> _RECORDS FOR THIS TASK_
################
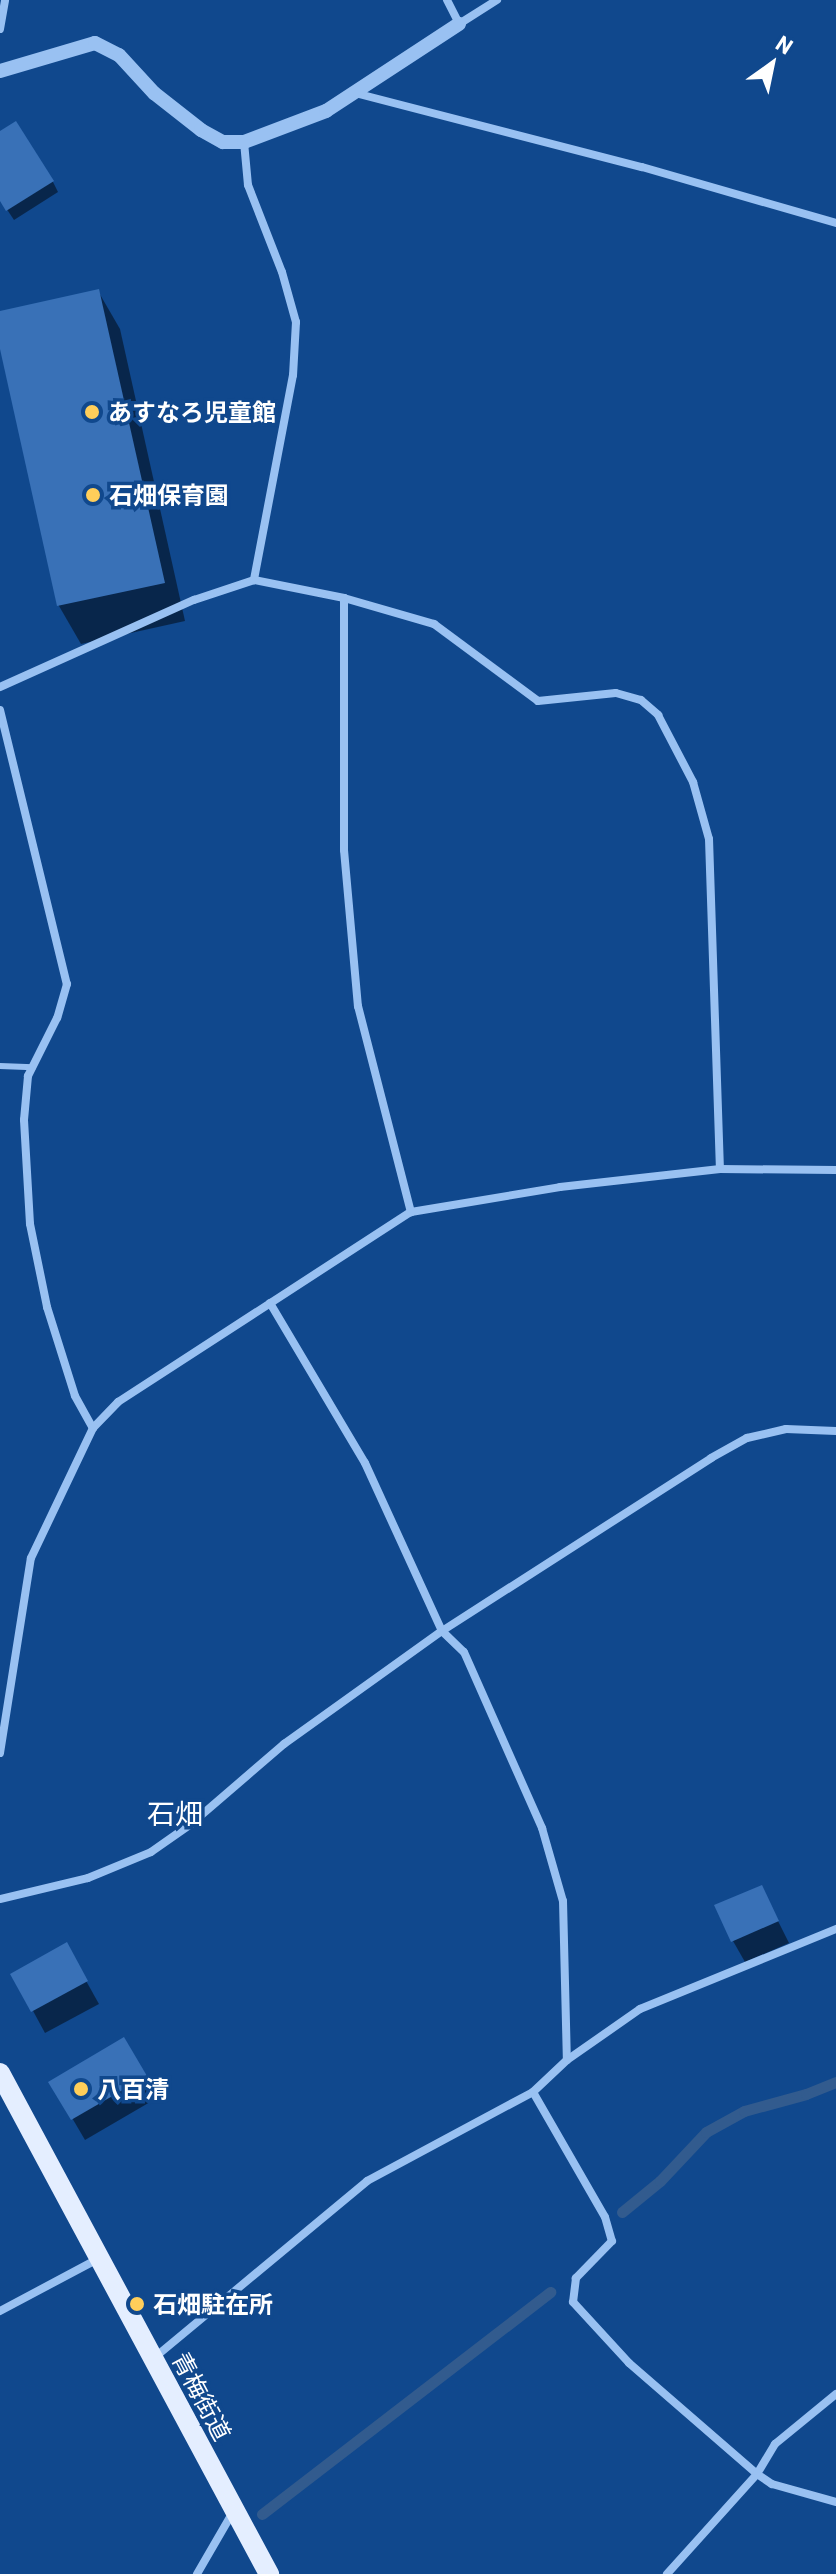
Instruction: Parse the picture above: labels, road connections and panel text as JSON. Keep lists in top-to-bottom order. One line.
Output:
{"streets":{"main road":["青梅街道"]},"districts":["石畑"],"places":["あすなろ児童館","石畑保育園","八百清","石畑駐在所"],"north":"top right"}
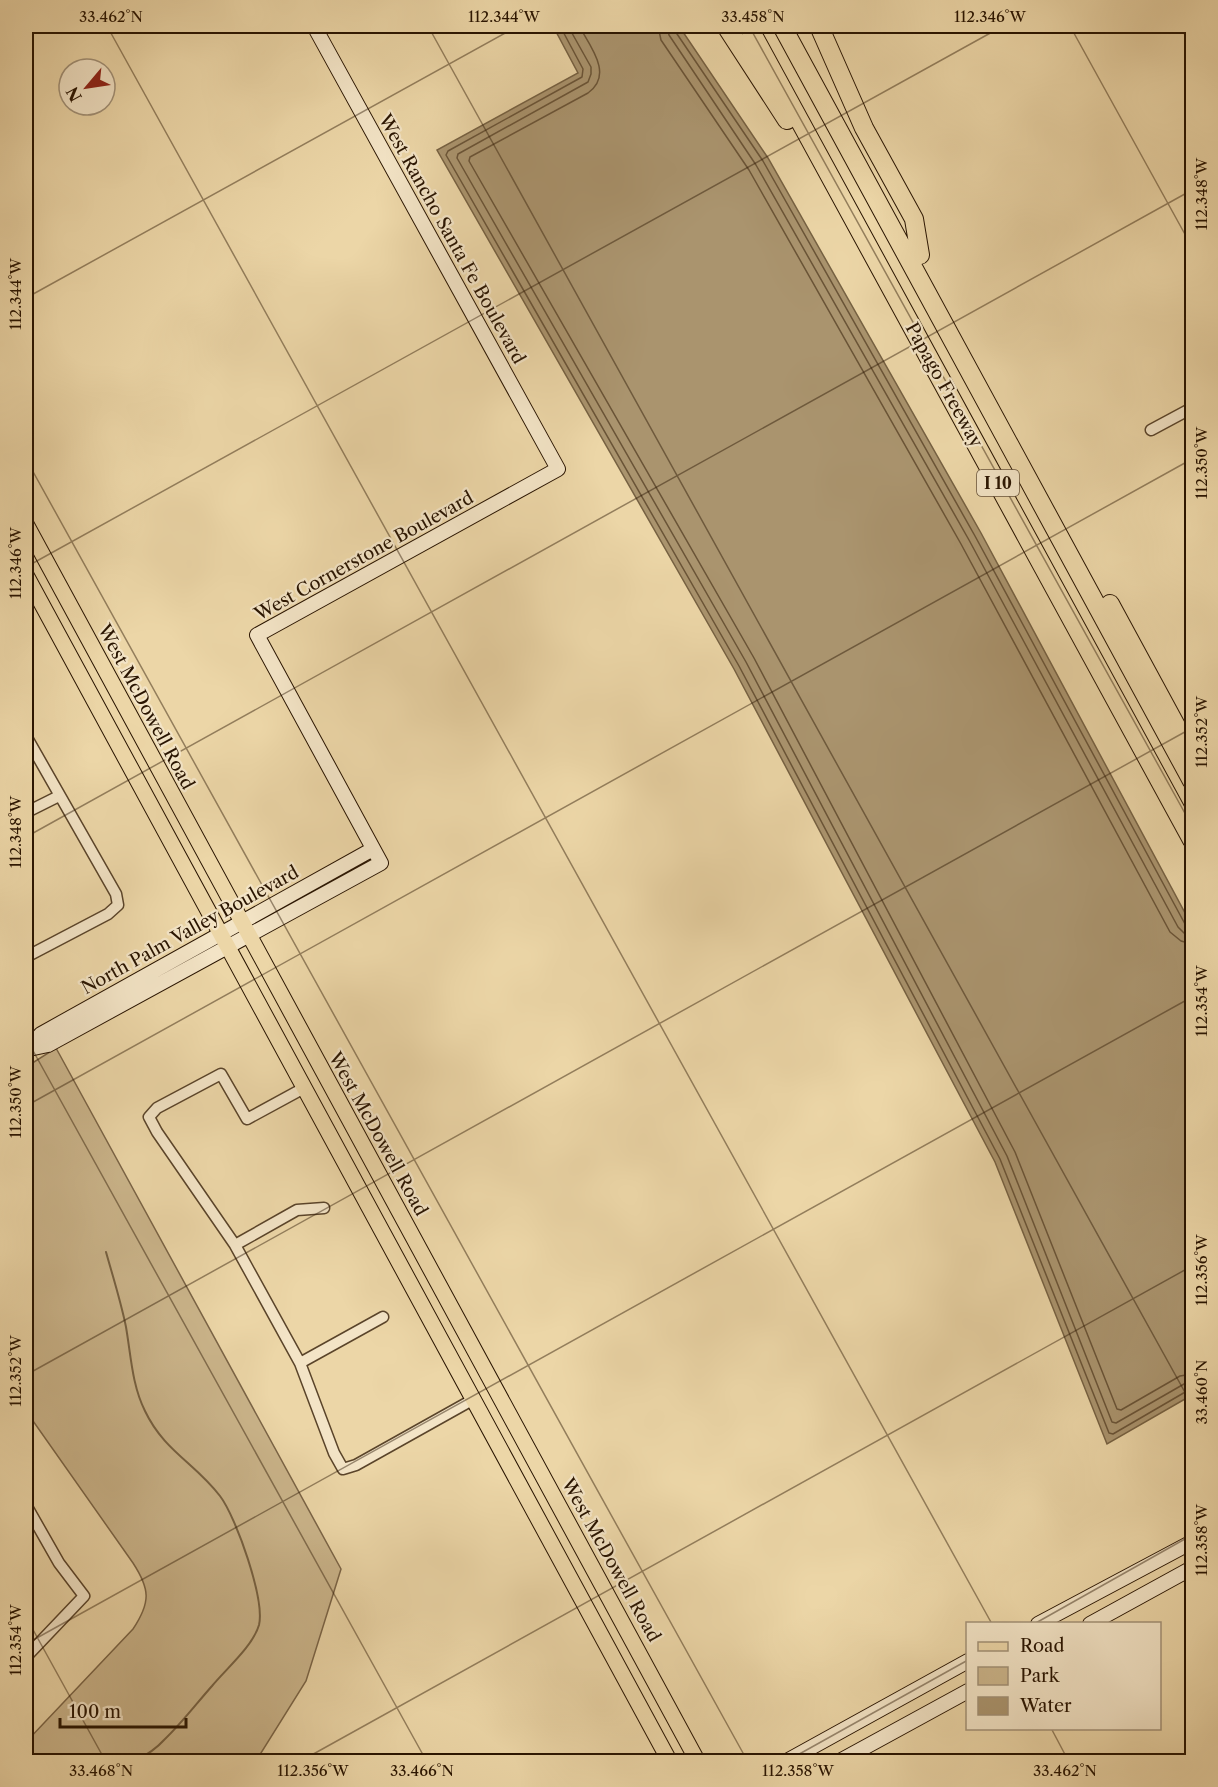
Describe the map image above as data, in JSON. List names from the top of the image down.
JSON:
################
> _WORK INSTRUCTION_
Go through the material and copy out every line with "above" in it.

> _OUTPUT BELOW_
Instruction: Parse the picture above: labels, road connections and panel text as JSON. Keep lists in top-to-bottom order. One line.
Describe the map image above as data, in JSON. List names from the top of the image down.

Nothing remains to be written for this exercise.